Type 1 Cars35.75 mpg

Type 2 Cars40.25 mpg

The mean fuel efficiency of Type 2 cars is greater than the mean fuel efficiency of Type 1 cars.

Sawyer also wants to consider how much his data vary to determine reliability.

The mean absolute deviation (MAD) is the mean of the differences between each value in a data set and the mean of the data set.

The MAD helps you determine how much data vary within a particular data set.

To calculate mean absolute deviation, calculate the absolute value of the difference between each data point and the mean. Then find the mean of those differences.

MAD for Type 1 Cars (mean : 35.75)

2.75(2) + 1.75(3) +0.75(3)+ 0.25(3) + 1.25(2) + 2.25(2) + 5.25 = 26

The sum of all of the differences between the data points and the mean is 26.

Divide that by the number of data points to find the MAD.

26 ÷16 ≈ 1.63

The MAD of Type 1 cars is about 1.63.

Use a similar process to find the MAD of Type 2 cars.

The MAD of Type 2 cars is about 2.94.

So, while the mean fuel efficiency for Type 2 cars is greater than for Type 1 cars, there is more variation with Type 2 cars.

This could mean that the expected fuel efficiency is less reliable for Type 2 cars.

Try It!

How does the outlier in the second data set affect the mean and the MAD?
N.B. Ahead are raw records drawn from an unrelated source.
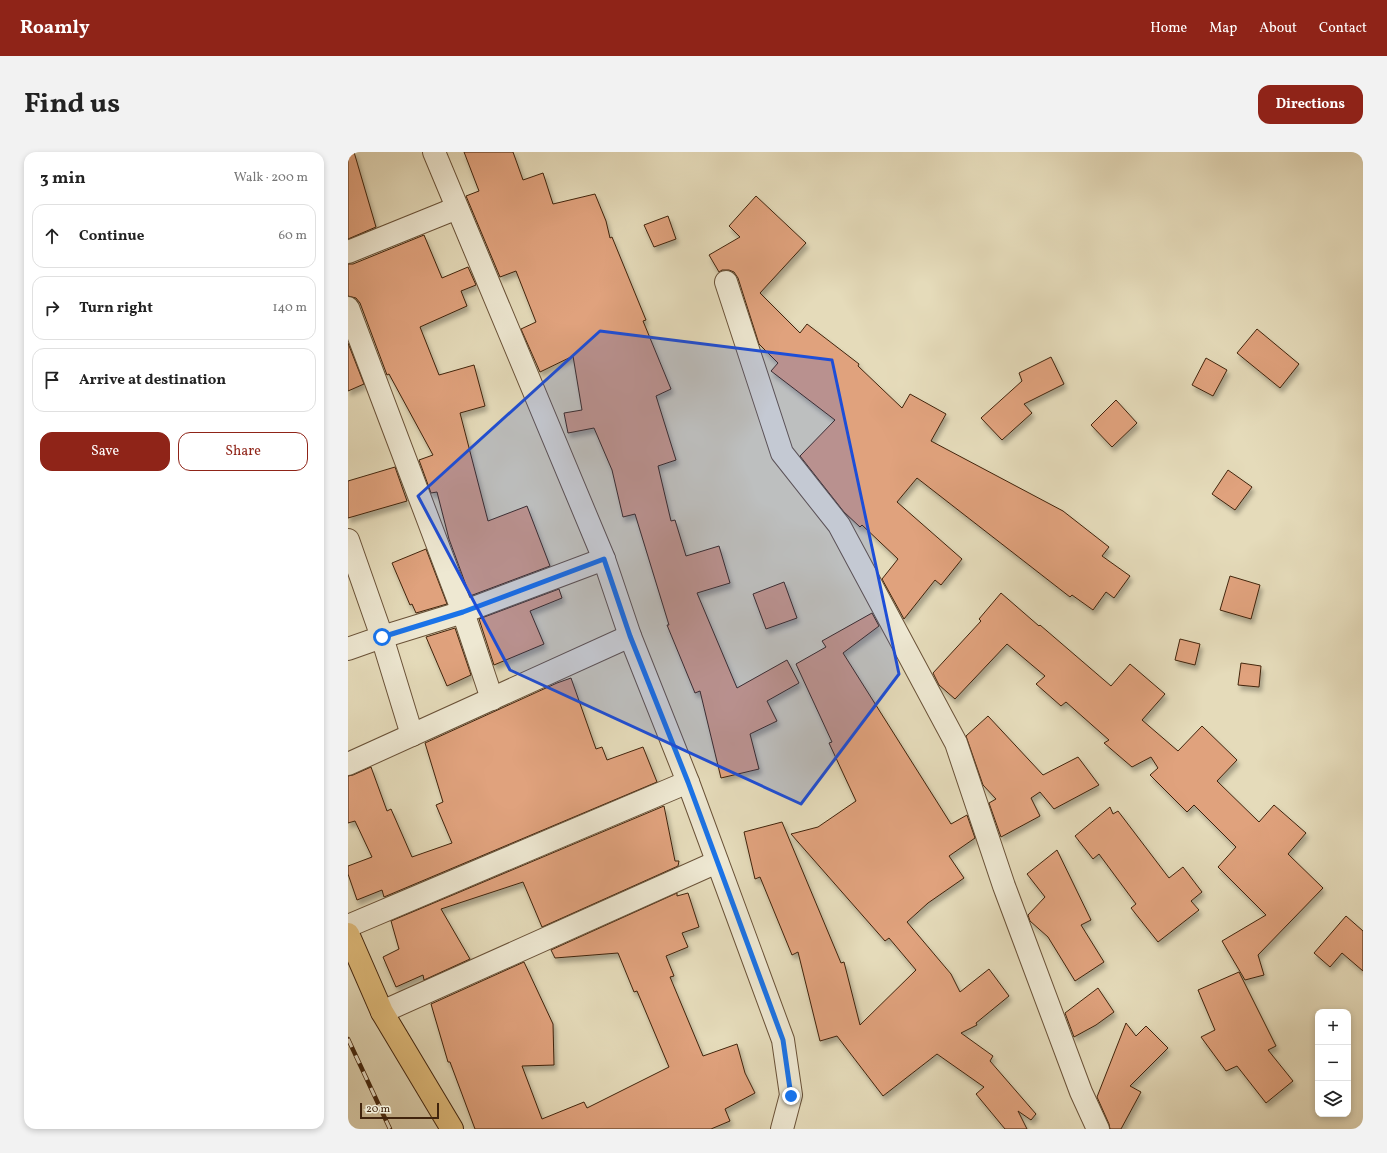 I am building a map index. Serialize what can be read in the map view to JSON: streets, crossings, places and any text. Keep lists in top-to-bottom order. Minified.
{"scale_bar":"20 m","page":{"header":"Roamly","nav":["Home","Map","About","Contact"],"title":"Find us","buttons":["Directions",["Save","Share"]],"heading":["3 min","Walk · 200 m"],"list":[["Continue","60 m"],["Turn right","140 m"],"Arrive at destination"],"map_buttons":["+","−"],"scale":"20 m"}} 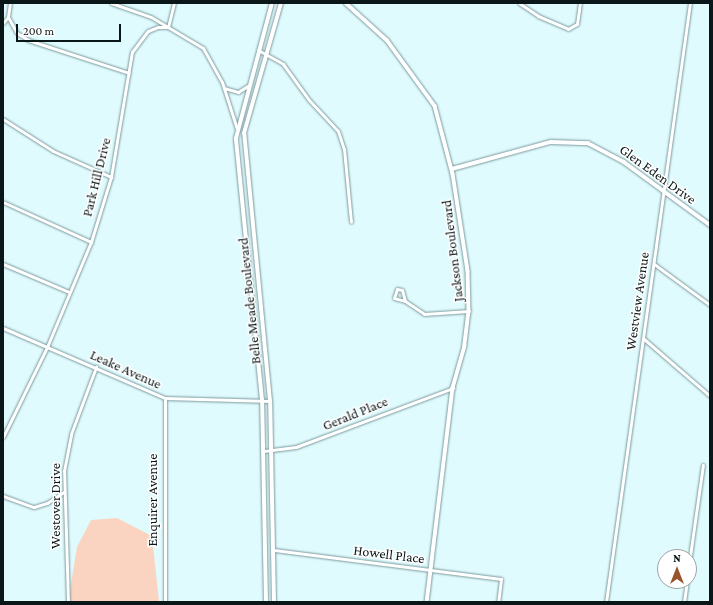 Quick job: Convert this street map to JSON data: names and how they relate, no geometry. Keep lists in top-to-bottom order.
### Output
{
  "streets": {
    "main road": ["Belle Meade Boulevard"],
    "street": [
      "Glen Eden Drive",
      "Park Hill Drive",
      "Jackson Boulevard",
      "Westview Avenue",
      "Leake Avenue",
      "Gerald Place",
      "Enquirer Avenue",
      "Westover Drive",
      "Howell Place"
    ]
  },
  "crossings": [
    ["Glen Eden Drive", "Jackson Boulevard"],
    ["Glen Eden Drive", "Westview Avenue"],
    ["Park Hill Drive", "Leake Avenue"],
    ["Jackson Boulevard", "Gerald Place"],
    ["Jackson Boulevard", "Howell Place"],
    ["Belle Meade Boulevard", "Leake Avenue"],
    ["Belle Meade Boulevard", "Gerald Place"],
    ["Belle Meade Boulevard", "Howell Place"],
    ["Leake Avenue", "Enquirer Avenue"],
    ["Leake Avenue", "Westover Drive"]
  ],
  "scale_bar": "200 m",
  "north": "top"
} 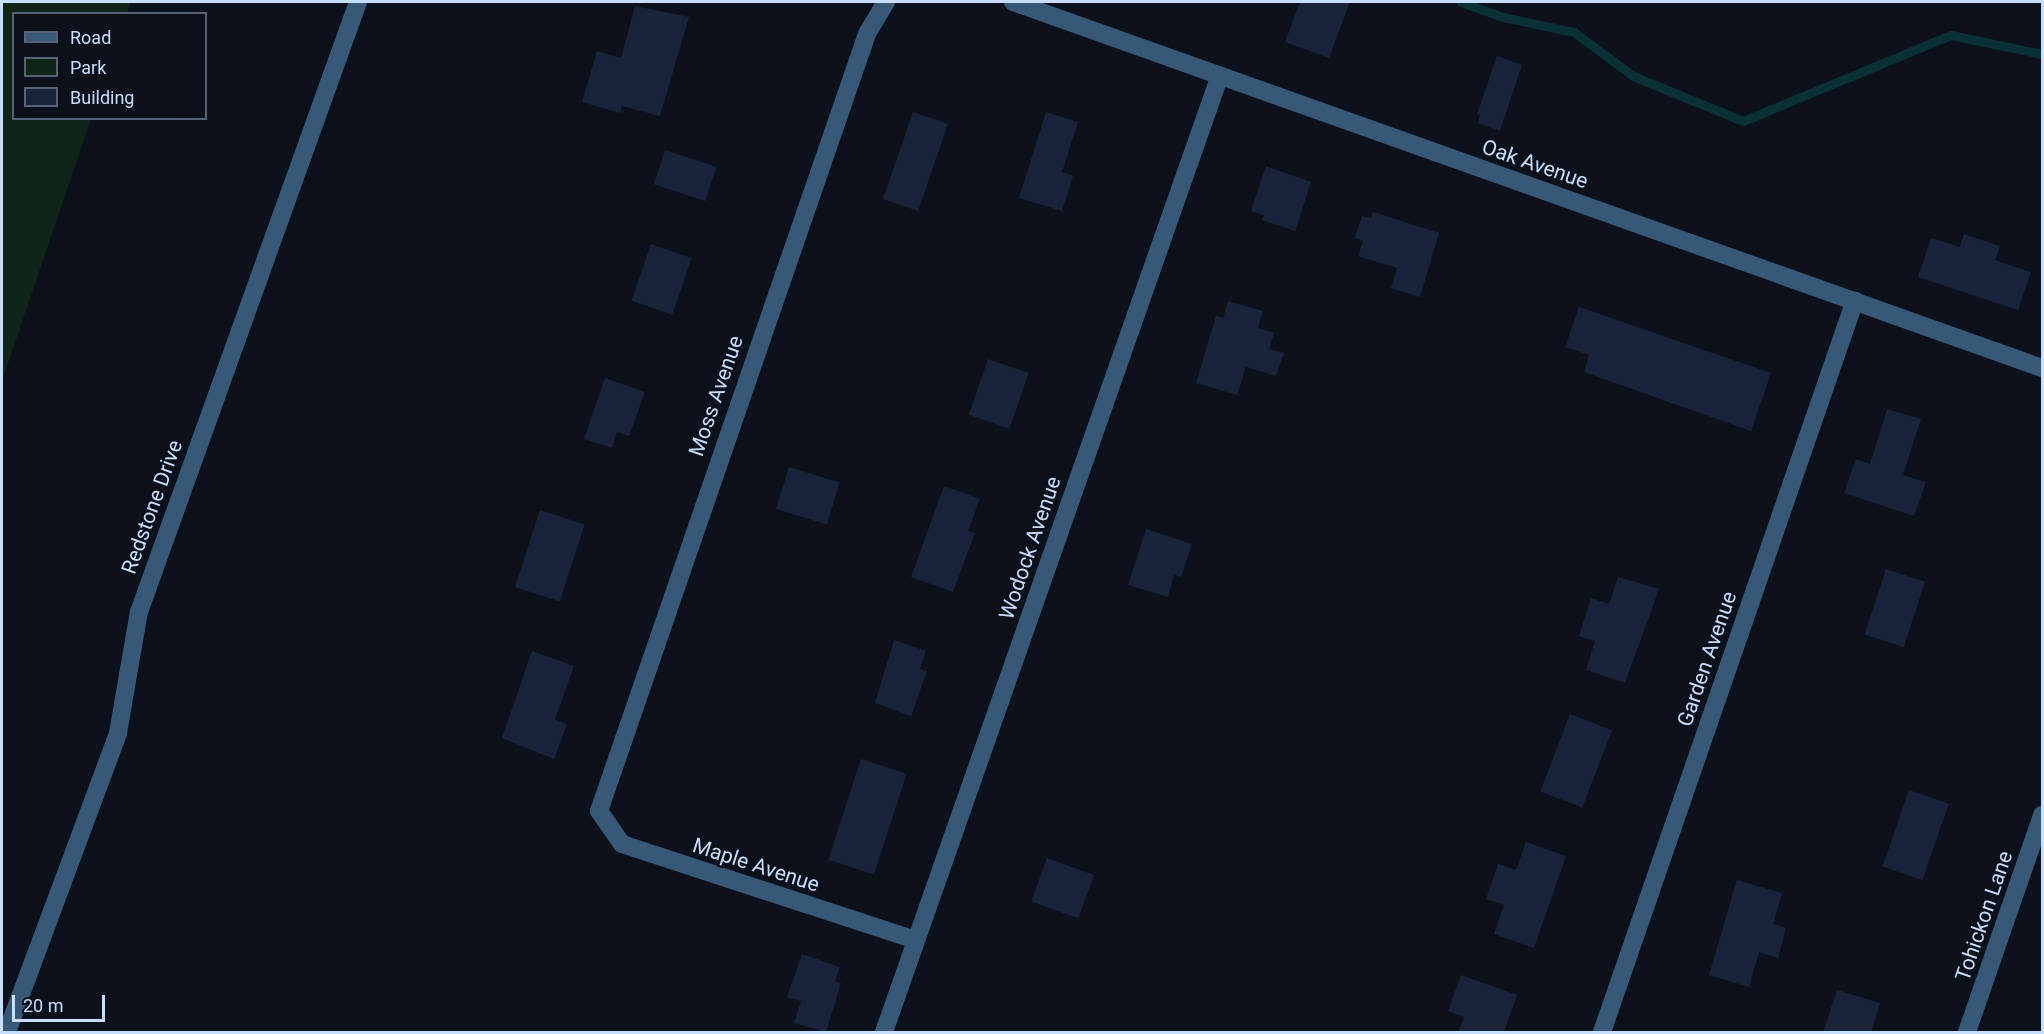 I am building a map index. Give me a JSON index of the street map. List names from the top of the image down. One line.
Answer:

The outlier on the second data set caused the mean and the MAD to be much higher than when it is not included since it is much higher than the other data.

Use Structure

Recall that the interquartile range (IQR) is the difference of the third and first quartiles and represents the spread of the middle 50% of the data values.

How does the structure of a box plot represent the IQR?

Example 2

Kaitlyn and Philip go to neighboring high schools, and both are sponsoring charity fundraisers. Kaitlyn claims that students at her school are raising more for charity than the students at Philip’s school. The amounts raised by a random sample of 30 students at each school are shown in the box plots below. Do the data support Kaitlyn’s claim?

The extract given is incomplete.